You cannot claim deductions for expenses incurred while carrying on a business unless you meet one of three tests. These are:

1. You are running a business out of home.

2. You are engaged in a hobby.

3. You are involved in a sport or recreation club.

When your business or group hasn’t started trading yet

The UK government has announced that pretrading activities and pre‑trading expenditure are not considered to be trading activity under corporation tax law. This means that no Corporation Tax liability arises until you start trading. In effect, the decision removes the risk of being hit by a surprise £1,000,000 bill.

This change applies to companies or organisations that have been incorporated since April 2017. If your company or organisation was formed prior to April 2017, the rules remain unchanged.

If you are unsure whether your company or organisation qualifies for this exemption, please contact us.

When your company or organization used to do business but no longer does so

HM Revenue & Customs (HMRC) has announced changes to how companies are treated when they cease carrying on business.
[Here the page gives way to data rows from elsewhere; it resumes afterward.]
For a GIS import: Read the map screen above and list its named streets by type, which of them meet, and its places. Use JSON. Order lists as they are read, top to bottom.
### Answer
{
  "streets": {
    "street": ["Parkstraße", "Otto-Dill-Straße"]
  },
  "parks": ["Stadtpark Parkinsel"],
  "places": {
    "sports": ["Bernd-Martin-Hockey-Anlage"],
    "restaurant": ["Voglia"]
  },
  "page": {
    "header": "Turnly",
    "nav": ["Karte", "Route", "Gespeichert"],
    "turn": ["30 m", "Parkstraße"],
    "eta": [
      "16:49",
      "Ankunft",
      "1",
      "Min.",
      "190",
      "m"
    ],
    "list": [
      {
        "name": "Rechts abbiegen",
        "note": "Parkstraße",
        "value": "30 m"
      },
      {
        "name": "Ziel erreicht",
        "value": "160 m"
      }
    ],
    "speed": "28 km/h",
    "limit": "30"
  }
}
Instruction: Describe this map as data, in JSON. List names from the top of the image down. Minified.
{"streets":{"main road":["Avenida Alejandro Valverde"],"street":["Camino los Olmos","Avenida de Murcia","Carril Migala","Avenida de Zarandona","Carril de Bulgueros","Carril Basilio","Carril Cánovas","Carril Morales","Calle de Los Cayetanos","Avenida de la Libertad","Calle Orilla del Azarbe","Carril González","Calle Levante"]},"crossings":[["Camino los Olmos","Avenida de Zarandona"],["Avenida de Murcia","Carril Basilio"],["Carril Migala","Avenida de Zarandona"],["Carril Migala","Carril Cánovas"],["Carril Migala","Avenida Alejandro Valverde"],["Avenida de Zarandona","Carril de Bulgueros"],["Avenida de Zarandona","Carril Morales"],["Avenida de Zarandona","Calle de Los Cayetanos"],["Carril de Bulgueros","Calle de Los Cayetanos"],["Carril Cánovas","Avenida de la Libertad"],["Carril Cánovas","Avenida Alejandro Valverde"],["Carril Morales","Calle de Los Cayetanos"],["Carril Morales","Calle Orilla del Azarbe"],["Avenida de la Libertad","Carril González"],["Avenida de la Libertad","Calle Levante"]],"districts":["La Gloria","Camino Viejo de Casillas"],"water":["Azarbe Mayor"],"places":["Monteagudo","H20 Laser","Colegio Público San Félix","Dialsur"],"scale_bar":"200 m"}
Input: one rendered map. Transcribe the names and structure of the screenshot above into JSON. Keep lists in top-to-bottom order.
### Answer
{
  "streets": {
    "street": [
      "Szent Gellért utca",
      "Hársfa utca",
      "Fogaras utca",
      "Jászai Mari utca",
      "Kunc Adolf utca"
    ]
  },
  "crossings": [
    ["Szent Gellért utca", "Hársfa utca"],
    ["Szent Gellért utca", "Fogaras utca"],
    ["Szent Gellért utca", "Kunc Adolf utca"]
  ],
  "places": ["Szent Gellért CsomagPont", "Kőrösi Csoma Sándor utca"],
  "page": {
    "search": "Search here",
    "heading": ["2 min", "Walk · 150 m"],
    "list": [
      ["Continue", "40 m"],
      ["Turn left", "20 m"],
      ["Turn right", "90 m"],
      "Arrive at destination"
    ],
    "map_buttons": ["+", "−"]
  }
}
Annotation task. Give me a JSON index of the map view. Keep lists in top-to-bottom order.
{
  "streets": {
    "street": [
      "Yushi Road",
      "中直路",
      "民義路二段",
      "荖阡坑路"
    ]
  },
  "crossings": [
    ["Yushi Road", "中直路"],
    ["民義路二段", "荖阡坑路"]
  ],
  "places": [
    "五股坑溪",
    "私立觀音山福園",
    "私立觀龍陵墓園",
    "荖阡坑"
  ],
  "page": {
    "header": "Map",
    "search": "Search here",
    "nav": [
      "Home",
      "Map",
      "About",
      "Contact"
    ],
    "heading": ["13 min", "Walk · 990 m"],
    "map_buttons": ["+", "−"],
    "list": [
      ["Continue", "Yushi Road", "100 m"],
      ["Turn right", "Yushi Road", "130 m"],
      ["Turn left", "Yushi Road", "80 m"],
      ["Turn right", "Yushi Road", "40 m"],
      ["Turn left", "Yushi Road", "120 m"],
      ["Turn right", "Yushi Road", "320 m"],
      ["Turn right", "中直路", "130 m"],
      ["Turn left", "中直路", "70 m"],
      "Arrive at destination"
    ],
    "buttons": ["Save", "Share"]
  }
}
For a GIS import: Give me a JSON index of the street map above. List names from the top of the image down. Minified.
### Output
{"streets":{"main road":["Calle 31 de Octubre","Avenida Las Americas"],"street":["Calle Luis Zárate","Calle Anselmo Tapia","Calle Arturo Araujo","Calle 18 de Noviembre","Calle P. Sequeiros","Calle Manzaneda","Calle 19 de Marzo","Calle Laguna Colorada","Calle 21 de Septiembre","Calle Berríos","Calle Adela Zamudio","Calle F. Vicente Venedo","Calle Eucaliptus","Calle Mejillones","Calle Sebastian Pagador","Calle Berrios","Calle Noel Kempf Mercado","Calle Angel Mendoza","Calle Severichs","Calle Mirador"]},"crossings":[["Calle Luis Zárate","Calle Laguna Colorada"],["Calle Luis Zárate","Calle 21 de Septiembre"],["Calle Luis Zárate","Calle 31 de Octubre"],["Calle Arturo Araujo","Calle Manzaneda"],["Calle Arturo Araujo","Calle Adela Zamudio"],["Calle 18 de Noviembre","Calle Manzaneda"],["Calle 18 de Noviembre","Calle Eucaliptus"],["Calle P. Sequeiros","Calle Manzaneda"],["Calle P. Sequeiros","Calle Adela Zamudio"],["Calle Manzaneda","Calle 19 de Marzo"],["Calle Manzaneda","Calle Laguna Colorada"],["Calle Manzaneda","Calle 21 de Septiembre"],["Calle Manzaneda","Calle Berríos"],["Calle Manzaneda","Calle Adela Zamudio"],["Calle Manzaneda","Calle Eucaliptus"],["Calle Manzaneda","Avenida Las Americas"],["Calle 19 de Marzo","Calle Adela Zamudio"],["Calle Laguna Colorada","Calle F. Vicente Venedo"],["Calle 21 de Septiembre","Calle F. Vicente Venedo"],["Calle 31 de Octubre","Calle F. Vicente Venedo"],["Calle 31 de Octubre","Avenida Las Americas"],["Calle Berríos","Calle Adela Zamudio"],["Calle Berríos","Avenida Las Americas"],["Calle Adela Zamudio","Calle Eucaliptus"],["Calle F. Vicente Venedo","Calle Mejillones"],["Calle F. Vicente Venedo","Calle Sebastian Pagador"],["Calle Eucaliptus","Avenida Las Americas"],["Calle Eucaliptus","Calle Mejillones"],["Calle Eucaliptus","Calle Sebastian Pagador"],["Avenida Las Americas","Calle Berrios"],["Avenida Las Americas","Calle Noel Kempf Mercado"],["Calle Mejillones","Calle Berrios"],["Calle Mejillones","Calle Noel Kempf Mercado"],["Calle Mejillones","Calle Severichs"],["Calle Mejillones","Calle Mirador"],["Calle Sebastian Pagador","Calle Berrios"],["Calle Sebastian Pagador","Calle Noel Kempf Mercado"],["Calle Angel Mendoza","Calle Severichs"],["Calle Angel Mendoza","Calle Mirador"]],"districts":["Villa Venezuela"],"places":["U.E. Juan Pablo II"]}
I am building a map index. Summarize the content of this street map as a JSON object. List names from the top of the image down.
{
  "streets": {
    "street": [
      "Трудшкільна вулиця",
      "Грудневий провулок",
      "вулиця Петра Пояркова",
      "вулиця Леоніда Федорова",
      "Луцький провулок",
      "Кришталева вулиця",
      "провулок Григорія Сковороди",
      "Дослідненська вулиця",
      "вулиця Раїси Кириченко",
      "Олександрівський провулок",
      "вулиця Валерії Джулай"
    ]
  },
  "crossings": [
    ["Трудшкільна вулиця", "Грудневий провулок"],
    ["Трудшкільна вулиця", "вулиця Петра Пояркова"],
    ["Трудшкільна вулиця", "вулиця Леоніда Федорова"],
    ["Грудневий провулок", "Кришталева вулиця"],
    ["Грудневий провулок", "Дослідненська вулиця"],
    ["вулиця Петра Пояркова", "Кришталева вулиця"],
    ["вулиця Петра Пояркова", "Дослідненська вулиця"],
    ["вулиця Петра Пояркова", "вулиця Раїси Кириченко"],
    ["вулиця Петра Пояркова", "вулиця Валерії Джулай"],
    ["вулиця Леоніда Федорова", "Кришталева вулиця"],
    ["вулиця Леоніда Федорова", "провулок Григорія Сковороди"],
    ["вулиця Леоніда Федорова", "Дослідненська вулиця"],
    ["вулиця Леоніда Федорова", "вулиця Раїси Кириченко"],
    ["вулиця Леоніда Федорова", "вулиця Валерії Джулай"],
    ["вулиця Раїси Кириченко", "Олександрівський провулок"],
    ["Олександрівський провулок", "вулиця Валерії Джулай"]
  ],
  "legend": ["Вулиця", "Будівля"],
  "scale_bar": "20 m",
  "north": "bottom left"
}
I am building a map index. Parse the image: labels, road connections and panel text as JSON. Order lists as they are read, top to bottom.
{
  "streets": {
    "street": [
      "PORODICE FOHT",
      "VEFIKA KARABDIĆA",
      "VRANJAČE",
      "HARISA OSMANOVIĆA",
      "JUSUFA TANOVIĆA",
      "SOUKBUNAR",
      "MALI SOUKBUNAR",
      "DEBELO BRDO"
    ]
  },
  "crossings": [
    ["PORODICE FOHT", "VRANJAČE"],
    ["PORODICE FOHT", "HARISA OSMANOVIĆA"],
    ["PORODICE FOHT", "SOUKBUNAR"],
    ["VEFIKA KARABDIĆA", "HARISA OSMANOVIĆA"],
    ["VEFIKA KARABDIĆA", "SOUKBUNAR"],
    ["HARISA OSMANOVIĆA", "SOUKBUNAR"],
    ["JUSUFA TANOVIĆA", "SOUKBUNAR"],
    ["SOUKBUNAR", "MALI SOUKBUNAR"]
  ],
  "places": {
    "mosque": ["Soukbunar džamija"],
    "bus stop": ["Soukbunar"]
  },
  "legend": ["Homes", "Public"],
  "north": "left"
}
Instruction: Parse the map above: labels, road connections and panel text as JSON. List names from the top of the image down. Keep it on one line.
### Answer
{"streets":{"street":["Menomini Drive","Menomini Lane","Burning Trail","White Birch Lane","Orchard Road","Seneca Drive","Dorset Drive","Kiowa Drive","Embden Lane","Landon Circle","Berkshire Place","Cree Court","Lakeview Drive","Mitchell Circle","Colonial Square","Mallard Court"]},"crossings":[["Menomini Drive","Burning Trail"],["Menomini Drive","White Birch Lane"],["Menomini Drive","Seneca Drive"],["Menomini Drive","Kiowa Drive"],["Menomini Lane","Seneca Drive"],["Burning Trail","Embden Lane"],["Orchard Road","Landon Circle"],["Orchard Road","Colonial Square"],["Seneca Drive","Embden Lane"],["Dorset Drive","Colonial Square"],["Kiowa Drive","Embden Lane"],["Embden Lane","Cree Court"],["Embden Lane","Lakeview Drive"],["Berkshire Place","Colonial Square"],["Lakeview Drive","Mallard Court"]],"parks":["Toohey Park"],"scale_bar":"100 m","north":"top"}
From April 2018, HMRC will consider companies to be dormant if they haven’t carried out any business activity since their last trade date. This includes things like paying bills, renewing licences, filing tax returns, etc.

Your company must notify Companies House within three months of ceasuing to carry on business. If you don’t do this, HMRC will assume that you’ve ceased trading and treat your company as dormant.

Once your company becomes dormant, you won’t be able to re-enter the market again until the end of the 2023 deadline. You’ll have to wait until that date to apply for a new registration number and start up again.

What does dormant mean when it comes to Corporation Tax?

Shell companies are sometimes used by people who wantto avoid paying corporation tax. But what exactly do you need to know about dormant companies to make sure you’re not accidentally setting yourself up for trouble? Here we explain how it works…

When HMRC will stop counting clubs and other groups that aren’t corporations as active

HM Revenue & Customs (HMRC) has announced that it will no longer consider clubs, societies and unincorporated associations as active businesses for taxation purposes. This decision follows a consultation earlier this year where HMRC received feedback from stakeholders including the Association of British Insurers (ABI), the Chartered Institute of Taxation (CIOT), the Federation of Small Businesses (FSB), the Institute of Chartered Accountants in England and Wales (ICAEW), the Law Society and the Royal Institution of Chartered Surveyors (RICS).

The announcement came following a review of the rules surrounding dormant companies. In April 2018, HMRC published draft guidance setting out how it intends to apply the existing rules around dormant companies to unincorporated associations. At the same time, the government asked for further views on whether there should be a change in the law to allow dormant companies to continue trading without paying corporation tax.

In response, the ABI submitted evidence to HMRC arguing against changes to the current rules. However, the CIOT, FSB, ICAEW, RICS and the Law Society argued that the existing rules should be changed to reflect the way that people use unincorporated associations today. They suggested that the rules should be amended to ensure that dormant companies do not continue to trade while being taxed.

Following the consultation, HMRC confirmed that it would make no changes to the rules governing dormant companies. Instead, it stated that it would now look at applying the existing rules to unincorporated associations, such as clubs and societies, rather than making a separate set of rules specifically for those types of entities.

This means that clubs and societies will no longer be considered as active companies for taxation purposes. As a result, they will not have to file returns or pay corporation tax for up to three years. During this time, they will still be able to carry on running their activities and memberships will not be affected.

However, some clubs and societies will still require registration under the Charities Act 2011. These include registered charities, trusts and religious bodies. For example, a charity cannot register unless it meets the requirements of the Charities Act 2011, and a trust cannot register unless it meets certain conditions.

For unincorporated associations that do not qualify as charities, trusts or religious bodies, the new rules mean that they will no longer be required to file a return if they earn less than £1,000 per annum. If they earn more than this amount, they will still have to file a return.

Frequently Asked Questions

If my company is listed as “dormant,” do I still have to pay tax on it?

If you want to avoid paying taxes, you’ll need to do some research into what constitutes being “dormant.” If you don’t pay any wages or VAT, then you could potentially claim that your company isn’t active enough to require registration. However, there are certain circumstances where you might still be liable for tax. For example, if you haven’t paid any tax since registering the company, then you may be required to file returns. You may also be liable for unpaid VAT if you haven’t registered the company to collect it.

In addition, if you’ve been trading as a sole trader, then you’ll need to consider whether you’ve had sufficient income to justify registering as a limited company. In most cases, companies must earn at least £83,000 per annum to qualify for incorporation.

What’s a non-trading or non-active company?

HM Revenue & Customs says that if your company hasn’t begun trading yet, then it’s not active for corporation tax purposes. This does not prevent you from setting up your company and getting the ball rolling. However, it does mean that your company is considered to be inactive if trading hasn’t actually started.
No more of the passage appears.